What sort of evidence is there to show that fancy flashy sites with bells and whistles outflank basic old fashioned sites in bringing the business in.
I've got a couple of very boring sites stuffed full of information which needs to be read in detail and I'm not sure whether or not to redesign to add some colour and life to them.
Does anyone have anecdotal evidence that business shot up merely as a result of a new design?

Filipe

10:13 pm on Apr 9, 2003 (gmt 0)

10+ Year Member



The evidence I have is from experience, and that experience is that flash and glitter has little to do with it. Your priorities should be as such:

1. Content
2. Usability
3. Look

If you've got the first two things down cold, then you can focus on the last. If there's anything you can do to improve the user experience, that's what it takes to improve sales and traffic.

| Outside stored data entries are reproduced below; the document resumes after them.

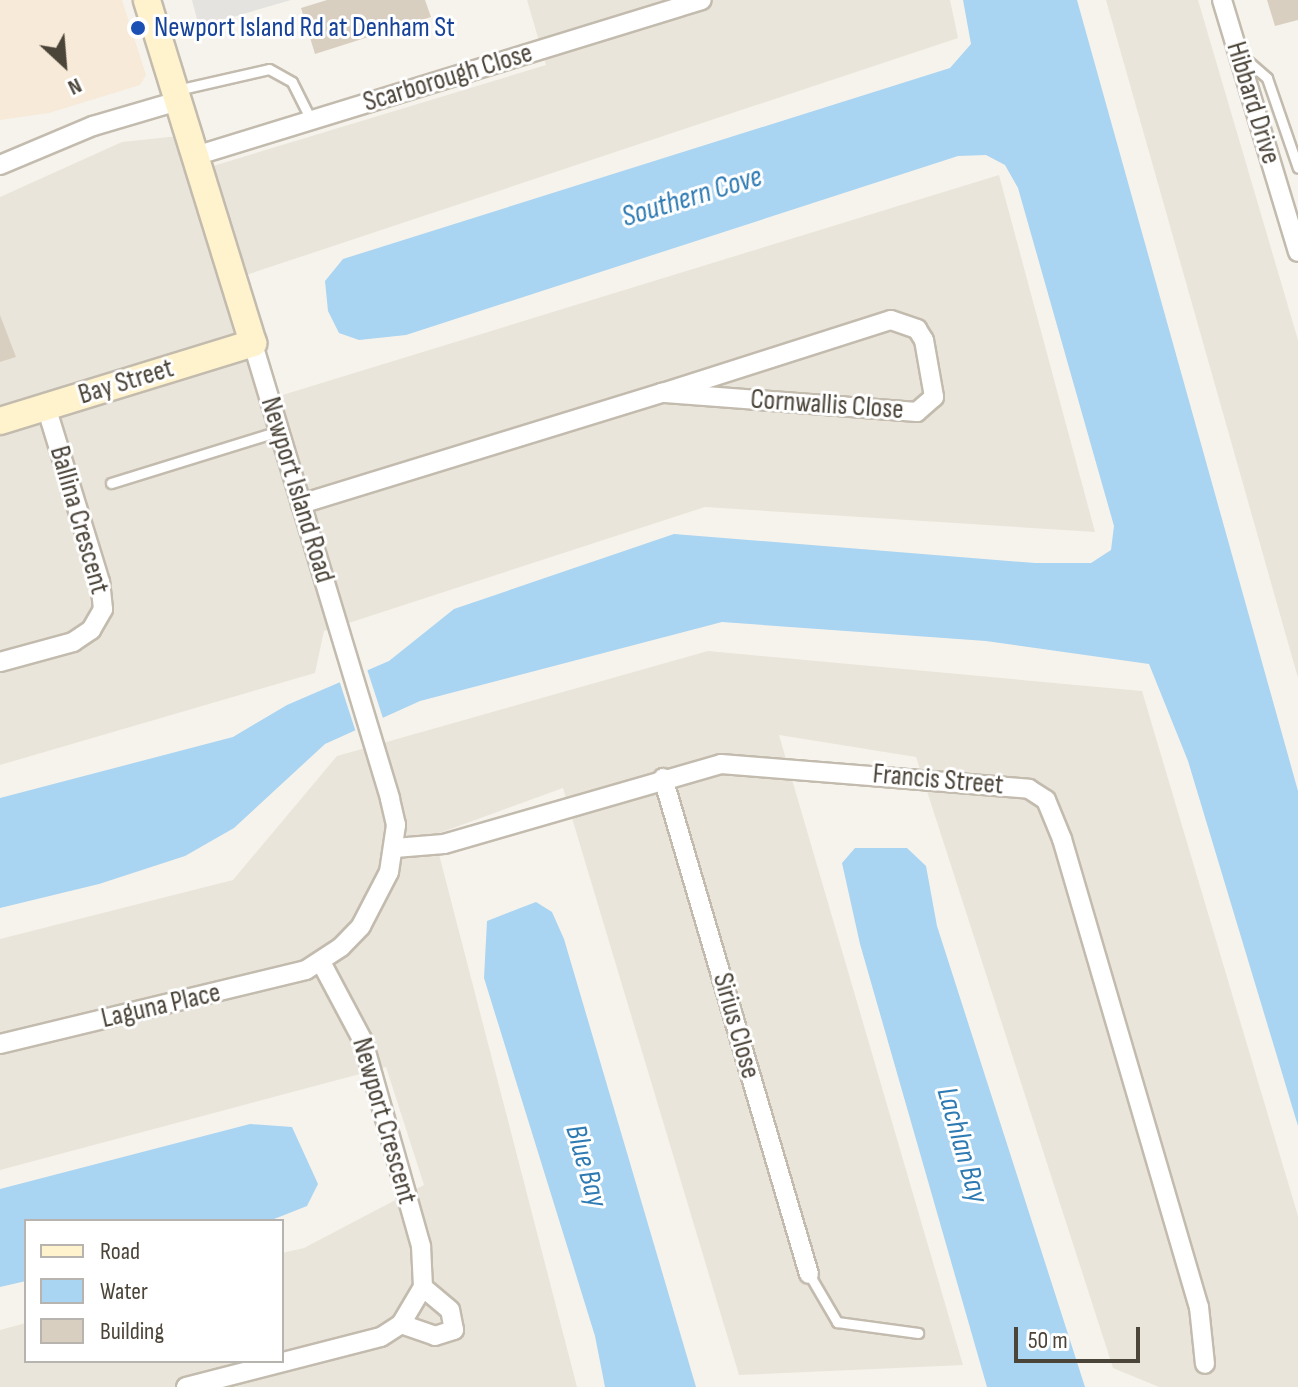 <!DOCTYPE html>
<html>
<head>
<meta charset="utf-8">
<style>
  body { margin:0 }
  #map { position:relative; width:1298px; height:1387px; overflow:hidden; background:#f6f3ec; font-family:"Sofia Sans Condensed",sans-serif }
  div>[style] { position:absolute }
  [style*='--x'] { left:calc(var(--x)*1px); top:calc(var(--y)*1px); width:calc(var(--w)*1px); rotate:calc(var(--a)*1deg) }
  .residential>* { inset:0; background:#eae5da }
  .commercial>* { inset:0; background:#f7ead8 }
  .parking>* { inset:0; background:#e5e3e0 }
  .water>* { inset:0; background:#a9d4f2 }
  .pier>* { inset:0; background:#f6f3ec; transform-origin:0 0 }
  .building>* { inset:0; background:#d8cfc1 }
  .roads { filter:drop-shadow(2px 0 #c2bbae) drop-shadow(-2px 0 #c2bbae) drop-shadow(0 2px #c2bbae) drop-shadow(0 -2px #c2bbae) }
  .lane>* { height:9px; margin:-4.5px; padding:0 4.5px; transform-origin:4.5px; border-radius:4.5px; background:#fff }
  .street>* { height:18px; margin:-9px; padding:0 9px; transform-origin:9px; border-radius:9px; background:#fff }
  .secondary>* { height:26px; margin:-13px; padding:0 13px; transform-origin:13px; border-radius:13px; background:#fff3cd }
  .dots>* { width:22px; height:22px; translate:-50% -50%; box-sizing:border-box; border:4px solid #fff; border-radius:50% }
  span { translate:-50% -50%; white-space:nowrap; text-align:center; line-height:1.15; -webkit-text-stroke:6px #fff; paint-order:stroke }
  .transit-label { font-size:28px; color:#164399 }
  .left { translate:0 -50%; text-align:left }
  .street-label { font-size:28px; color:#4b4439 }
  .water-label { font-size:30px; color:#2e7ab2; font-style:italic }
  .legend { position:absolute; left:24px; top:1219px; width:260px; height:144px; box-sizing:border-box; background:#fff; border:2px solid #b7b4b0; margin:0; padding:10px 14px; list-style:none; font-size:24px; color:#4b4439 }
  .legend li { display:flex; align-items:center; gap:16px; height:40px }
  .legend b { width:40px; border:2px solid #b7b4b0 }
  .north { position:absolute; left:24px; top:24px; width:80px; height:80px; -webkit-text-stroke:6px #fff; paint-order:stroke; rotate:154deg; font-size:22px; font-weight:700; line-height:32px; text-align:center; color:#4b4439 }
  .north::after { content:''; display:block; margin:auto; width:28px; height:36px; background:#4b4439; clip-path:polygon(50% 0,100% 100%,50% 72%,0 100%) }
  .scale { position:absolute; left:1014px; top:1327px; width:126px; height:36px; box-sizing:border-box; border:4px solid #4b4439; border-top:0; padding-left:10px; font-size:24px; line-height:28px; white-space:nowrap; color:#4b4439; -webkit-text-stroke:6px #fff; paint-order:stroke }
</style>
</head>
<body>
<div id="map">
  <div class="residential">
    <div style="clip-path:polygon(527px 0,950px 0,958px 38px,225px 282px,263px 401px,999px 175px,1095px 532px,705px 507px,324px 631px,315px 673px,0 765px,0 197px,122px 142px,179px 136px,190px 173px,546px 65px)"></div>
    <div style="clip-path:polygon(1106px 0,1198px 0,1298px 340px,1298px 678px)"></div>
    <div style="clip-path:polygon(708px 651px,1142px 691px,1298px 1216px,1298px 1387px,1159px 1387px,1113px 1368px,916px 757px,779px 735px,963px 1365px,739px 1375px,563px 788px,434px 835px,577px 1387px,0 1387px,0 1330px,26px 1323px,26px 1361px,282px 1361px,282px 1253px,304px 1248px,424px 1185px,386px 1067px,0 1170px,0 939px,233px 880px,337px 756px)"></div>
  </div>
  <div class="commercial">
    <div style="clip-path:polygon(0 0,122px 0,146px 75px,140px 85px,49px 113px,0 120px)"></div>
  </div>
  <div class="parking">
    <div style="clip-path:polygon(192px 0,291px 0,199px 27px)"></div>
  </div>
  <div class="water">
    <div style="clip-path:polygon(963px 0,1077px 0,1298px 791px,1298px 1126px,1188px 761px,1149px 664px,986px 641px,722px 622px,420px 701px,325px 744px,234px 828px,185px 856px,99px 884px,0 908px,0 798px,233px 737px,287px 705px,389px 661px,454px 609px,674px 534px,1035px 563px,1091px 563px,1111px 550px,1114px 526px,1018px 188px,1005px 165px,986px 155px,958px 156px,406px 335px,359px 340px,339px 333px,328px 311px,325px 281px,343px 259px,950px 68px,971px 44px)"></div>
    <div style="clip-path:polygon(855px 848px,907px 848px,926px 866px,937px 926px,1085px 1387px,987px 1387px,860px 944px,842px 863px)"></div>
    <div style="clip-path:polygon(536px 902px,552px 912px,564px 939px,696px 1387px,605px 1387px,595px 1336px,484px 978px,487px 921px)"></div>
    <div style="clip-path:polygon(250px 1124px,292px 1127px,318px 1184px,307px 1206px,269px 1221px,26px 1221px,26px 1281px,0 1287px,0 1189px)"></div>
  </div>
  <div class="pier">
    <div style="left:366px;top:666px;width:59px;height:30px;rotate:72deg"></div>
  </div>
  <div class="building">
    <div style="clip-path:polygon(327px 0,425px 0,431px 17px,315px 54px,301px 8px)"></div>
    <div style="clip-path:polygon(1267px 0,1298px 0,1298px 20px,1275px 26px)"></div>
    <div style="clip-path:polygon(0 315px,16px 357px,0 362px)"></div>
  </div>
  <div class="roads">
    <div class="lane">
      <div style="--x:1243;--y:57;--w:32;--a:41"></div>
      <div style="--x:1267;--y:78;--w:95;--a:71"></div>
      <div style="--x:177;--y:90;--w:94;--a:-12.9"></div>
      <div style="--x:269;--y:69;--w:26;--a:29"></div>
      <div style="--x:292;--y:82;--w:42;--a:63.4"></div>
      <div style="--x:111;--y:483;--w:176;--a:-17.2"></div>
      <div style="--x:809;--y:1274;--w:56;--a:59.7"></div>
      <div style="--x:837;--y:1322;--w:82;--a:7.7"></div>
    </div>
    <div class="street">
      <div style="--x:1222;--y:0;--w:263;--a:73.2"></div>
      <div style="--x:195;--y:156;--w:530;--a:-17.1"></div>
      <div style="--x:0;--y:165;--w:101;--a:-22.8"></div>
      <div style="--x:93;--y:126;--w:89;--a:-16.4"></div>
      <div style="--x:891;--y:320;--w:28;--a:19"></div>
      <div style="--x:917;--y:329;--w:13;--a:58"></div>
      <div style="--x:924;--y:340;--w:58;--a:80"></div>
      <div style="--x:934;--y:397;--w:23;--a:139"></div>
      <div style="--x:917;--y:412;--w:256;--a:-175.7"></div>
      <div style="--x:662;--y:393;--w:240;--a:-17.7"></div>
      <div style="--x:301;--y:504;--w:378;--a:-17.1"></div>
      <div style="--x:0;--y:662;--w:76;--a:-15.3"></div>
      <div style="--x:73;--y:642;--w:22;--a:-34"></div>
      <div style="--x:91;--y:630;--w:24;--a:-60"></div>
      <div style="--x:103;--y:609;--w:27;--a:-96"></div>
      <div style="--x:100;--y:582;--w:183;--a:-107.1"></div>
      <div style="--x:663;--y:778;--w:517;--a:73.6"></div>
      <div style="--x:395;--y:848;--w:49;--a:-4.7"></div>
      <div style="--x:444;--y:844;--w:288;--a:-16.1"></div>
      <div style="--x:721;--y:764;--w:309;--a:4.6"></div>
      <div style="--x:1029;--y:789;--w:20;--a:33"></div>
      <div style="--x:1046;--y:800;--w:42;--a:67.7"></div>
      <div style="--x:1062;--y:839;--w:488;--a:73.7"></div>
      <div style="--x:1199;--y:1307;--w:57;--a:84"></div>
      <div style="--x:0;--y:1044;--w:315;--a:-13.6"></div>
      <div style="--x:306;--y:970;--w:42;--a:-33.3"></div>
      <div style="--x:341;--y:947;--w:29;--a:-46"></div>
      <div style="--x:361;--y:926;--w:61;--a:-62.6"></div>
      <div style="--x:389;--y:872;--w:48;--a:-81.5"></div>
      <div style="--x:396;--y:825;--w:28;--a:-103"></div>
      <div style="--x:390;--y:798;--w:475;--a:-106.8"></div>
      <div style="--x:401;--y:1324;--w:36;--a:19"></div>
      <div style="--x:435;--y:1336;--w:20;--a:-18"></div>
      <div style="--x:454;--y:1330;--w:20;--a:-101"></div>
      <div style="--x:450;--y:1310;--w:35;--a:-140"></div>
      <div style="--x:186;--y:1387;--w:201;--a:-14.4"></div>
      <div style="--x:381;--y:1337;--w:24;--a:-33"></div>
      <div style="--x:401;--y:1324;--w:43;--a:-59.3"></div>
      <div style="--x:423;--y:1287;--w:41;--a:-92.8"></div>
      <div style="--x:421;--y:1246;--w:213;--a:-105.8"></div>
      <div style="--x:363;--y:1041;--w:89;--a:-118"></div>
    </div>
    <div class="secondary">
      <div style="--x:0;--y:421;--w:265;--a:-17.1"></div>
      <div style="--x:253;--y:343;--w:359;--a:-107.2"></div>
    </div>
  </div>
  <div class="dots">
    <div style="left:138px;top:28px;background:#1a4fb4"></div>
  </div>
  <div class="transit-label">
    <span class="left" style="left:154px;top:28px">Newport Island Rd at Denham St</span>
  </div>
  <div class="street-label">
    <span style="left:448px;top:78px;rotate:-17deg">Scarborough Close</span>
    <span style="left:1253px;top:103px;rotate:73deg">Hibbard Drive</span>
    <span style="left:126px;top:382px;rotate:-17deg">Bay Street</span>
    <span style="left:827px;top:405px;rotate:4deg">Cornwallis Close</span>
    <span style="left:297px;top:490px;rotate:73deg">Newport Island Road</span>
    <span style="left:79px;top:520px;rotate:74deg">Ballina Crescent</span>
    <span style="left:938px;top:780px;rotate:5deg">Francis Street</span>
    <span style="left:161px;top:1006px;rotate:-13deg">Laguna Place</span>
    <span style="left:736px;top:1026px;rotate:74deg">Sirius Close</span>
    <span style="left:384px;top:1121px;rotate:74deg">Newport Crescent</span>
  </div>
  <div class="water-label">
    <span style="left:692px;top:197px;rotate:-17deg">Southern Cove</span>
    <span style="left:962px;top:1145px;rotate:74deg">Lachlan Bay</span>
    <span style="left:586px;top:1166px;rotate:74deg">Blue Bay</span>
  </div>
  <ul class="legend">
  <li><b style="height:10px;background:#fff3cd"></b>Road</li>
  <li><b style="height:22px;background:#a9d4f2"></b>Water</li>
  <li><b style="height:22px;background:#d8cfc1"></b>Building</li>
  </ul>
  <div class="north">N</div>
  <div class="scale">50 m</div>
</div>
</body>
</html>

Of course, as soon as the ugliness of your website impairs the user experience, THEN it would be time to make a change.

bluecorr

12:57 pm on Apr 10, 2003 (gmt 0)

10+ Year Member



An easy way to make loads of content more readable is use CSS to increase spaces between rows, break up text in short paragraphs, use h1 and h2 tags, highlight key ideas in each paragraph by using bold or italic. That way when someone quickly scans your page those highlighted key ideas will give a good overview of the page.

You don't need to use Flash or graphics to make your content attractive.

hayluke

1:00 pm on Apr 10, 2003 (gmt 0)

10+ Year Member



I agree with Filipe. I think a lot depends on the site though. Some sites do need flash I think it's just it often ends up getting used on lots of innapropriate sites..

axisoftime

5:23 pm on Apr 10, 2003 (gmt 0)

10+ Year Member



flash and glitter has little to do with it

'Tis the truth. Flash has nothing to do with it. To improve productivity of your site, the single most important thing is usability (navigation and content). There are many sites out there that are actually quite ugly, but have great usability and are profitable.

Filipe

1:03 am on Apr 11, 2003 (gmt 0)

10+ Year Member



On the other hand! (Dum dum dummm)

Individual Flash elements on an HTML page can add some niceness too it. One site I came across had a three-column layout design (150px - fluid - 150x) and the right column had a flash element in it. It was a picture of a cherry blossom tree and it was swaying in the wind, and blossoms were falling about it. It was beautiful, didn't detract from the content (it was about Japanese influences on something-or-other), and it was just taking up space that was otherwise going to be left blank.

Some sites use Flash animations instead of title graphics. For a coding site I've been to, they had coding scrolling behind the site name in the title graphic. Very subtle (since it was dark grey code on a black background) but a nice touch.

I'm not suggesting that sites be focus only on content and usability. I'm suggesting that your priorities shouldn't rest in graphics and flash (unless that's what you're selling).

HTML + Appropriately-Placed-Flash = Goodness for All

axisoftime

4:38 pm on Apr 11, 2003 (gmt 0)

10+ Year Member



Flash has many benefits when used appropriately and in moderation. But the point is that the benefits of a usable site in terms of navigation and content far outweigh the benefits of embedded animation applications on a website. In fact, superbly designed Flash apps. will do nothing for a site that is not usable in the first place.

Quagmire

8:29 pm on Apr 15, 2003 (gmt 0)

10+ Year Member



It also depends on the audience. For a game-related site that appeals to kids, a more graphical approach (that supports the content) would be appropriate. But for "suits" it would probably be better to stick with well-designed text, with color used when needed.

Disclaimer: design is not about graphics and color. It's solving a problem and presenting information in the best way possible. 37Signals' site doesn't have any more or less design than Kaliber10000 (k10k). If you plan on decorating existing content with graphics and color, that would most likely end up bad.

I don't think you'll find hard-and-fast evidence because every problem requires a unique solution.